Estuary and Nearshore Monitoring: Shannon Kirby, Skokomish Tribe; Matt Kowalski, Skokomish Tribe; Amy Georgeson, Washington Dept. of Health

Shannon Kirby – habitat monitoring

Skokomish’s Habitat Program includes monitoring vegetation, eelgrass, invertebrates, shellfish surveys, and water chemistry.

Vegetation monitoring is a big part of what I do – photo points show from 2008-2014 starting with mud flats and has come back with plush vegetation. We’re also seeing soil changing and higher salinity rates in soil.

Eelgrass is the new buzzword – a lot of agencies doing eelgrass studies. USGS used single beam sonar to map the eelgrass in the seafloor and we’re seeing increases in some areas and decreases in some areas. DNR has been doing similar work for more than a decade and has seen eelgrass patches double in size.

Sediment delivery and accretion is another measurement we do – we have sediment pins throughout the estuary and every year we measure how much sediment we’re getting through those areas and after every major flood. Shortly after restoration we had sediment coming through and the areas is now starting to become better habitat for shellfish.

Bugs! We collect bugs in the estuary and lavage salmon stomachs to see what they’re eating. Control sites see much more abundant variety of insects. other sites, no insects at all.

We’re using water data loggers, looking at connectivity, temperature and water level.

USGS contracted by the tribe to do bathymetry of the seafloor. Hope to get more information by doing dives with cameras.

Shellfish survey – shellfish techs -doing a lot of work with their surveys. Seeing mussels coming in the last few years and football fields of grass.

Matt Kowalski – fish use monitoring

2012 was first full year of sampling.

The first big obstacles was having a limited amount of “before” sampling. There had been some hobby sampling but there was very little access for fish behind the old dikes.

We started with our first phase, calling it the Initial Response phase – right after things opened up with the dike removal, this phase is conducting four years of sampling – fish can get into the channels and channels were still forming. This will be considered our baseline.

Currently in third year and will be wrapping up the initial response phase and have the first four years of data.

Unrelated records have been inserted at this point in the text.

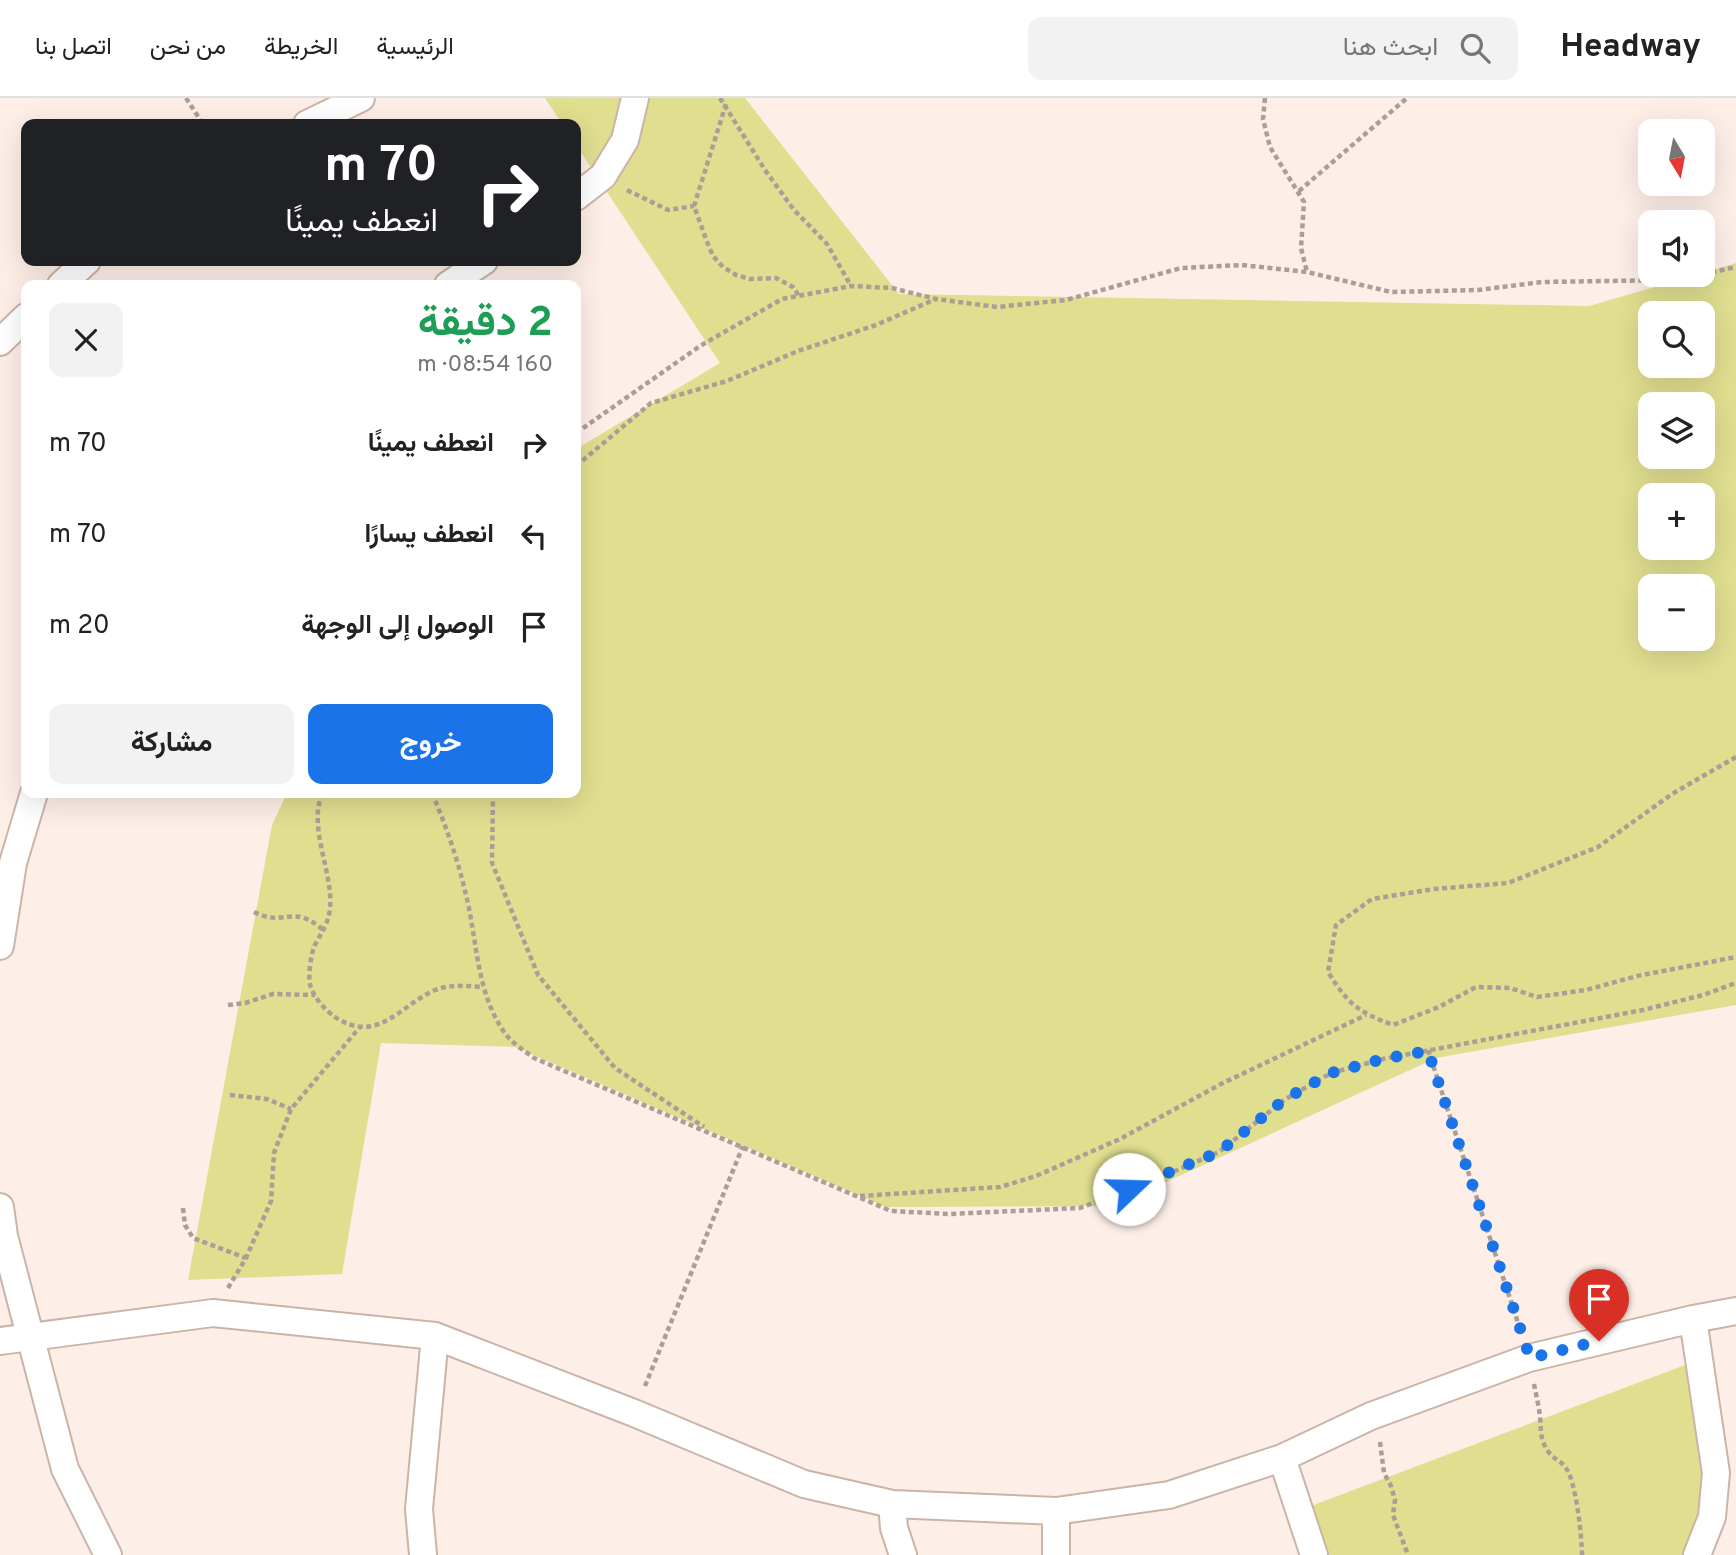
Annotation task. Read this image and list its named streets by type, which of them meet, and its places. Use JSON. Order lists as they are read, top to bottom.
{
  "north": "bottom",
  "page": {
    "header": "Headway",
    "search": "ابحث هنا",
    "nav": [
      "الرئيسية",
      "الخريطة",
      "من نحن",
      "اتصل بنا"
    ],
    "map_buttons": ["+", "−"],
    "turn": ["70 m", "انعطف يمينًا"],
    "heading": ["2 دقيقة", "160 m · 08:54"],
    "list": [
      {
        "name": "انعطف يمينًا",
        "value": "70 m"
      },
      {
        "name": "انعطف يسارًا",
        "value": "70 m"
      },
      {
        "name": "الوصول إلى الوجهة",
        "value": "20 m"
      }
    ],
    "buttons": ["خروج", "مشاركة"]
  }
}
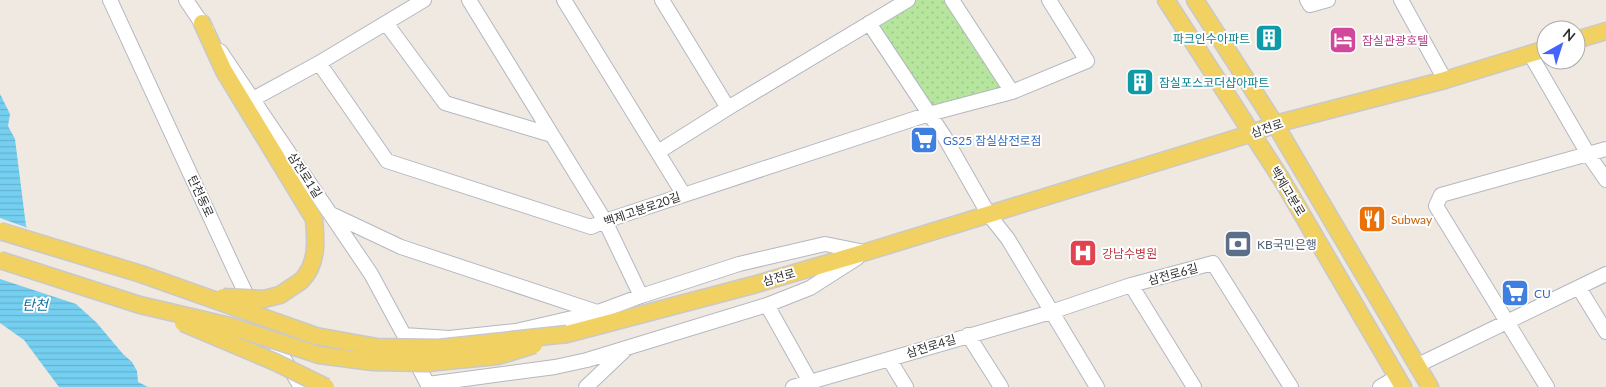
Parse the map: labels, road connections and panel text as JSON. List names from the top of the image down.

After that, I’d like to keep it rolling for another four years, call it the Developing Response phase. see if more fish as the area has developed.

Sampling methods – large channels and small channels sampling

large channels uses a boat, greater than 10 M area and use 100′ beach seine, 10 sets, all in one day, four days a month, back-to-back days

small channel – want to know if fish are getting way up there in the small channels. less than 10M area, use 50′ seine, span channel with seine, block off end with another seine and catch fish that way

Only can do small channel in restoration areas, not control. 1 day a month – 8 small channels sites

What are we looking for?

Species richness – are we seeing more in control or restoration? we’re seeing more in control areas.

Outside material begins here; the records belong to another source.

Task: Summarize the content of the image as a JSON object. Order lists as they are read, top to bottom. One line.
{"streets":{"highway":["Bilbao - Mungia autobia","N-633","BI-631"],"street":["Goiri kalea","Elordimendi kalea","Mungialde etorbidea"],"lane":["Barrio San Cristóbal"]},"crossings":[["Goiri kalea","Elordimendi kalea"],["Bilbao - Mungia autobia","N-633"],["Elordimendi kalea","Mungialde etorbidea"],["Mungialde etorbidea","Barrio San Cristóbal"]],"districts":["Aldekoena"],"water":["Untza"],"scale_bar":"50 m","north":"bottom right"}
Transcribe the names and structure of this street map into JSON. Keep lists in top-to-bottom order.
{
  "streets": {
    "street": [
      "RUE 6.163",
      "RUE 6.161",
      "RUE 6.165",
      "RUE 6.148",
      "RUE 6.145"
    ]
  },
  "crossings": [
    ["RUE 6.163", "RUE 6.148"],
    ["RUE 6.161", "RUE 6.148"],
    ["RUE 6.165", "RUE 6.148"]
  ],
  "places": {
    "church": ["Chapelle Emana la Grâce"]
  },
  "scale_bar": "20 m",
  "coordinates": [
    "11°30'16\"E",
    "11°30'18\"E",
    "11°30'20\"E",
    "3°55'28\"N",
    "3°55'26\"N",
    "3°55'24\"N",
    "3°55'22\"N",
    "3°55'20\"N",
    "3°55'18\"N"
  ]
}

Qualitatively – which species are we seeing in which areas? mostly just have salmon everywhere.

Distribution – the number of salmon present in each site. Have seen chum at all sites, so we know salmon can access all our sites. Goal is is to see each species in each site.

Residence time – number of months species is present in catch sample

Fish size/growth – taking fork length of the first 20 from each set

What’s working?

We’re getting out there and catching fish and getting data. We’re seeing some patterns emerge in control vs. restoration. A pleasant surprise is that the distribution is doing well. We’re finding chum everywhere so they can get to our samples ties, so hopefully they’ll get to all of them.

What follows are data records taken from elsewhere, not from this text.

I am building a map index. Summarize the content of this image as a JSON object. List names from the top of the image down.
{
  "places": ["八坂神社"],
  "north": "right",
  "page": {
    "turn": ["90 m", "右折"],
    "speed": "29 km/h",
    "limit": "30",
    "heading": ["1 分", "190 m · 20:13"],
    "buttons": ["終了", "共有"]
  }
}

Amy Georgeson, Washington Dept. of Health, Marine water quality monitoring,

Annas Bay – Shellfish growing area –

DOH is responsible for classification for shellfish growing areas in WA State and there are 13 alone in Hood Canal and Annas Bay is one of them.

We look at shoreline impacts, marine waters safety, weather tides and currents.

need min of 30 samples – looking for fecal coliform, but also salinity and water temp

Annas Bay – shellfish growing area
13 stations within Annas Bay.
all are meeting water quality standards except for one which is a newly requested site, which is still undergoing sampling.

We monitor 12x a year and try to figure out how flooding impacts the shellfish growing area.

in addition marine water monitoring, we look looks at impacts to/from septic, farms and fisheries.

In 2009 there was a huge human waste spike and had to do an emergency closure but it’s been regulated now.